Его гораздо больше беспокоили некоторые привычки Натали, а не боязнь ее измены. Восхитительное создание, признанная королева Петербурга, тайная мечта стольких мужчин и предмет зависти стольких женщин — иногда в ней проступало что-то слишком простое и провинциальное, что-то от вкусов и привычек московской барышни. Он всегда прощал ее, но постоянно бранил, стараясь научить. Он говорил ей, что вульгарно отбивать поклонников у подруг, хвастаться своими победами, флиртовать с деревенскими помещиками, наносить визиты калужской матери-игуменье, посещать купеческих дочерей, толпиться в приемных вместе с заискивающими, бывать на фейерверках вместе с простолюдинами, навещать второразрядные салоны и танцевать в домах дворянок более чем сомнительной репутации. Бывали времена, когда его очаровательная жена напоминала ему тех женщин, которых князь Меттерних презрительно назвал «женщинками». Да она еще молода, думал Пушкин, и продолжал мягко посвящать ее в секреты духовной элегантности и тонкие ухищрения снобизма. Но он мог бывать и грубым:
Ты радуешься, что за тобою, как за сучкой, бегают кобели, подняв хвост трубочкой и понюхивая тебе з……; есть чему радоваться!., легко за собою приучить бегать холостых шаромыжников; стоит разгласить, что-де я большая охотница. Вот вся тайна кокетства.

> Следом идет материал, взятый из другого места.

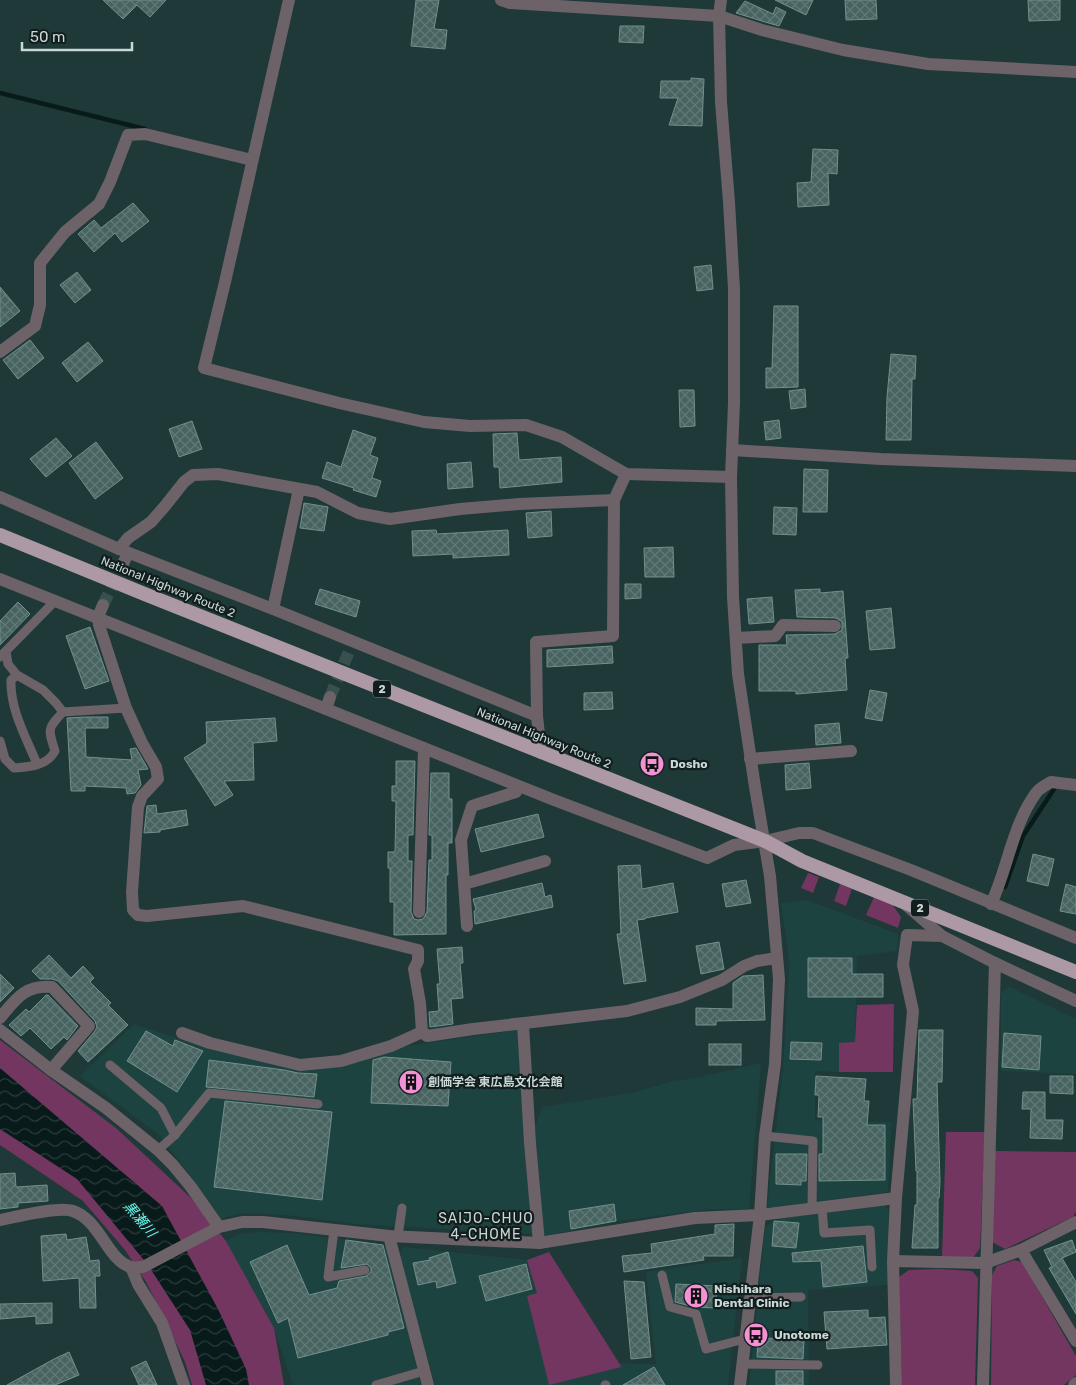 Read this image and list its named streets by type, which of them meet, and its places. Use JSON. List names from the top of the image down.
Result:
{
  "streets": {
    "highway": ["National Highway Route 2", "2"]
  },
  "districts": ["SAIJO-CHUO 4-CHOME"],
  "water": ["黒瀬川"],
  "places": {
    "bus stop": ["Dosho", "Unotome"],
    "building": ["創価学会 東広島文化会館", "Nishihara Dental Clinic"]
  },
  "scale_bar": "50 m"
} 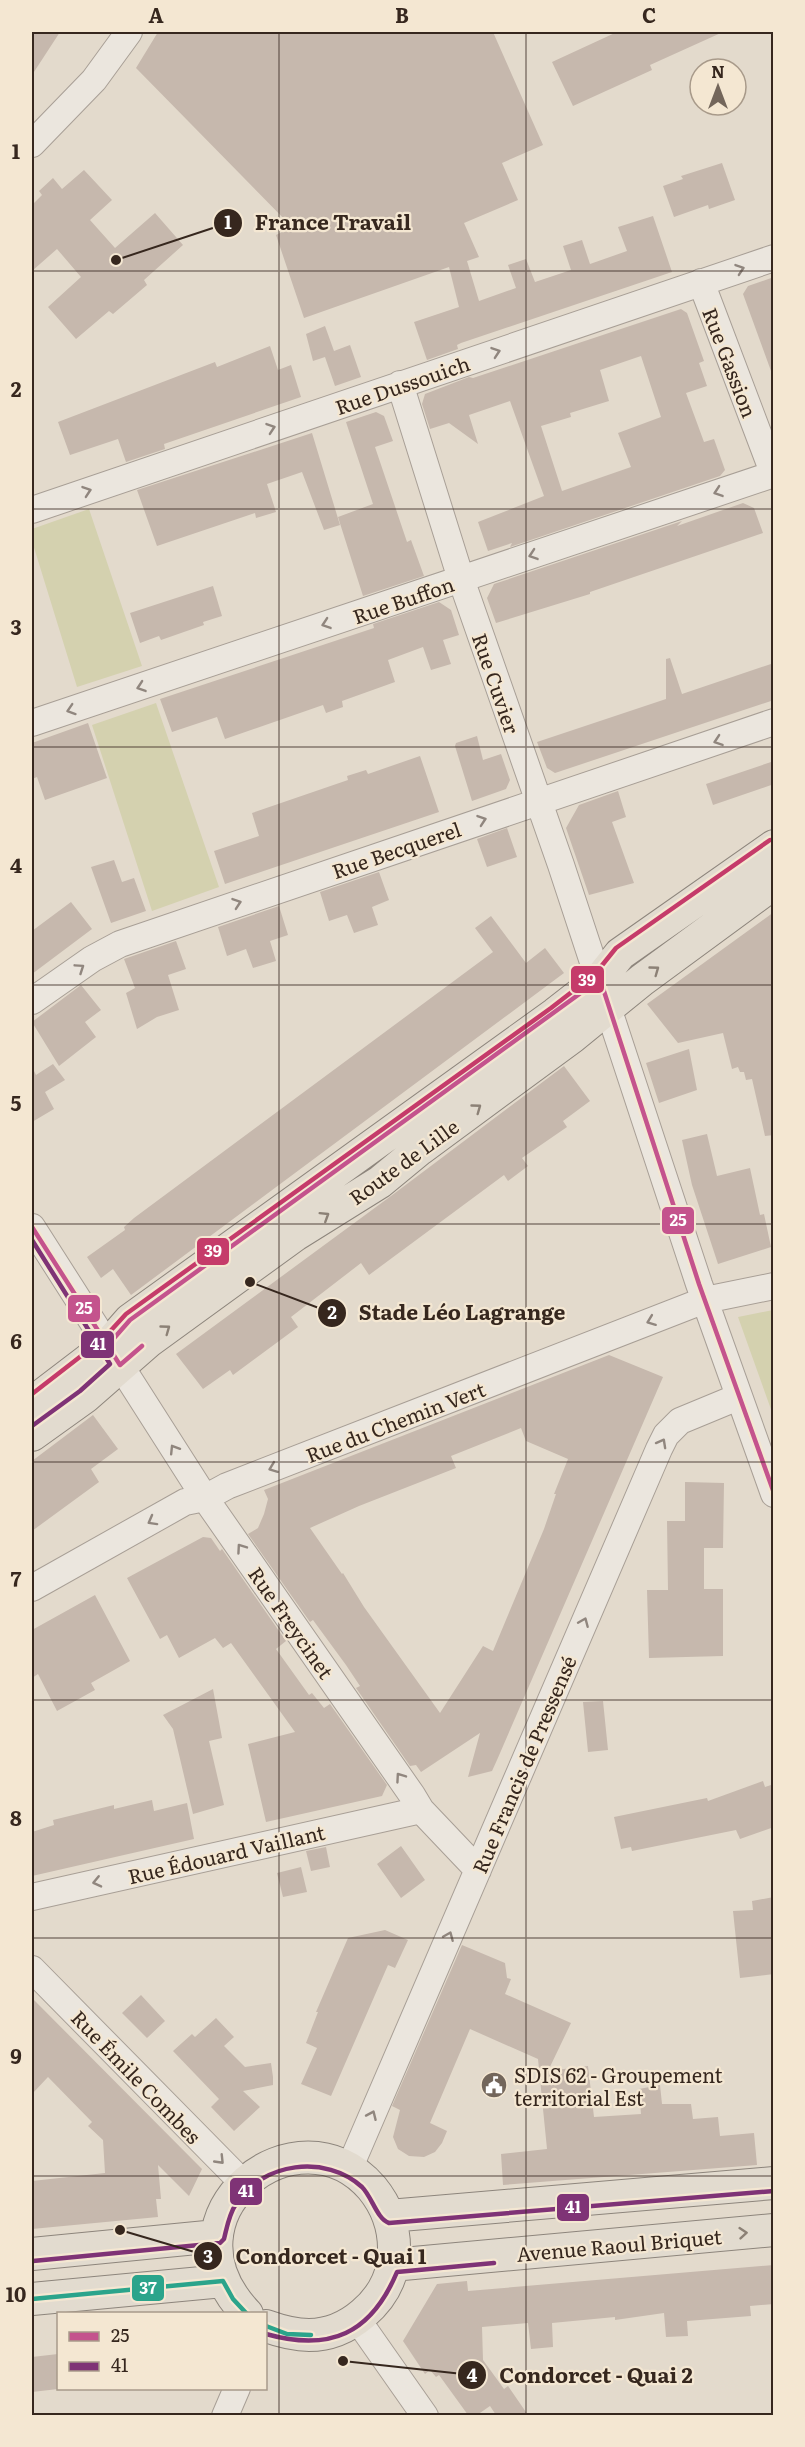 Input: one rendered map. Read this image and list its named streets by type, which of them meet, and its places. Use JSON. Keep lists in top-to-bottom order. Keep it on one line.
{"streets":{"main road":["Route de Lille","Avenue Raoul Briquet"],"street":["Rue Gassion","Rue Dussouich","Rue Buffon","Rue Cuvier","Rue Becquerel","Rue du Chemin Vert","Rue Freycinet","Rue Francis de Pressensé","Rue Édouard Vaillant","Rue Émile Combes"]},"crossings":[["Rue Gassion","Rue Dussouich"],["Rue Gassion","Rue Buffon"],["Rue Dussouich","Rue Cuvier"],["Rue Buffon","Rue Cuvier"],["Rue Cuvier","Rue Becquerel"],["Rue Cuvier","Route de Lille"],["Rue Cuvier","Rue du Chemin Vert"],["Rue Cuvier","Rue Francis de Pressensé"],["Route de Lille","Rue Freycinet"],["Rue du Chemin Vert","Rue Freycinet"],["Rue Freycinet","Rue Francis de Pressensé"],["Rue Freycinet","Rue Édouard Vaillant"]],"one_way":["Rue Dussouich","Rue Buffon","Rue du Chemin Vert","Rue Freycinet","Rue Francis de Pressensé","Rue Édouard Vaillant","Rue Émile Combes"],"places":{"other":["France Travail","Stade Léo Lagrange","Condorcet - Quai 1","Condorcet - Quai 2"],"public building":["SDIS 62 - Groupement territorial Est"]},"lines":["transit line 39","transit line 25","transit line 41","transit line 37"],"legend":["25","41"],"north":"top","grid":{"columns":["A","B","C"],"rows":["1","2","3","4","5","6","7","8","9","10"]}}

В следующем письме он извинялся за свою несдержанность, но все же напомнил ей: «Нинон, у которой переняла ты прическу, говорила: „На сердце каждого мужчины выгравировано: самой доступной“… Подумай об этом хорошенько и не беспокой меня напрасно… К хлопотам, неразлучным с жизнию мужчины, не прибавляй беспокойств семейственных, ревности etc, etc».
Долли Фикельмон, 12 ноября 1831 года: «Поэтическая красота госпожи Пушкиной проникает до самого моего сердца. Есть что-то воздушное и трогательное во всем ее облике — эта женщина не будет счастлива, я в этом уверена! Она носит на челе печать страдания. Сейчас ей все улыбается, она совершенно счастлива, и жизнь открывается перед ней блестящая и радостная, а между тем голова ее склоняется, и весь ее облик как будто говорит: „я страдаю“. Но и какую же трудную предстоит ей нести судьбу — быть женою поэта, и такого поэта, как Пушкин».